(Records provided):
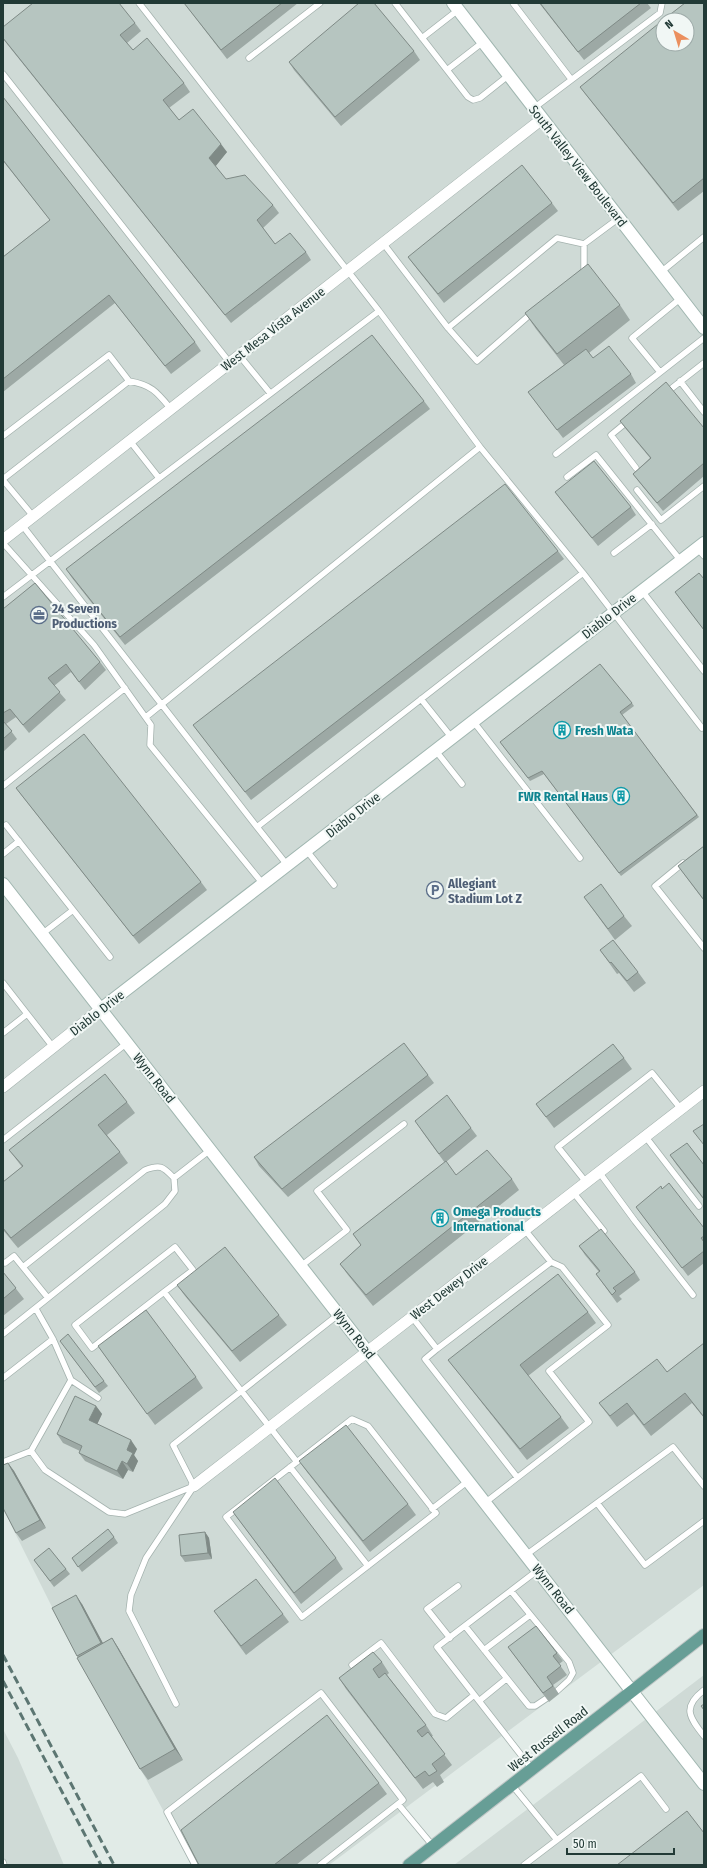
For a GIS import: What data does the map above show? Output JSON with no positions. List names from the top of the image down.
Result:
{
  "streets": {
    "main road": ["West Russell Road"],
    "street": [
      "South Valley View Boulevard",
      "West Mesa Vista Avenue",
      "Diablo Drive",
      "Wynn Road",
      "West Dewey Drive"
    ]
  },
  "crossings": [
    ["South Valley View Boulevard", "West Mesa Vista Avenue"],
    ["Diablo Drive", "Wynn Road"],
    ["Wynn Road", "West Dewey Drive"],
    ["Wynn Road", "West Russell Road"]
  ],
  "places": {
    "office": ["24 Seven Productions"],
    "building": ["Fresh Wata", "FWR Rental Haus", "Omega Products International"],
    "parking": ["Allegiant Stadium Lot Z"]
  },
  "scale_bar": "50 m",
  "north": "top left"
}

(Exercise requirements): For this exercise, transcribe the entries verbatim and skip all pictures.

(Your solution):
For a GIS import: What data does the map above show? Output JSON with no positions. List names from the top of the image down.
Result:
{
  "streets": {
    "main road": ["West Russell Road"],
    "street": [
      "South Valley View Boulevard",
      "West Mesa Vista Avenue",
      "Diablo Drive",
      "Wynn Road",
      "West Dewey Drive"
    ]
  },
  "crossings": [
    ["South Valley View Boulevard", "West Mesa Vista Avenue"],
    ["Diablo Drive", "Wynn Road"],
    ["Wynn Road", "West Dewey Drive"],
    ["Wynn Road", "West Russell Road"]
  ],
  "places": {
    "office": ["24 Seven Productions"],
    "building": ["Fresh Wata", "FWR Rental Haus", "Omega Products International"],
    "parking": ["Allegiant Stadium Lot Z"]
  },
  "scale_bar": "50 m",
  "north": "top left"
}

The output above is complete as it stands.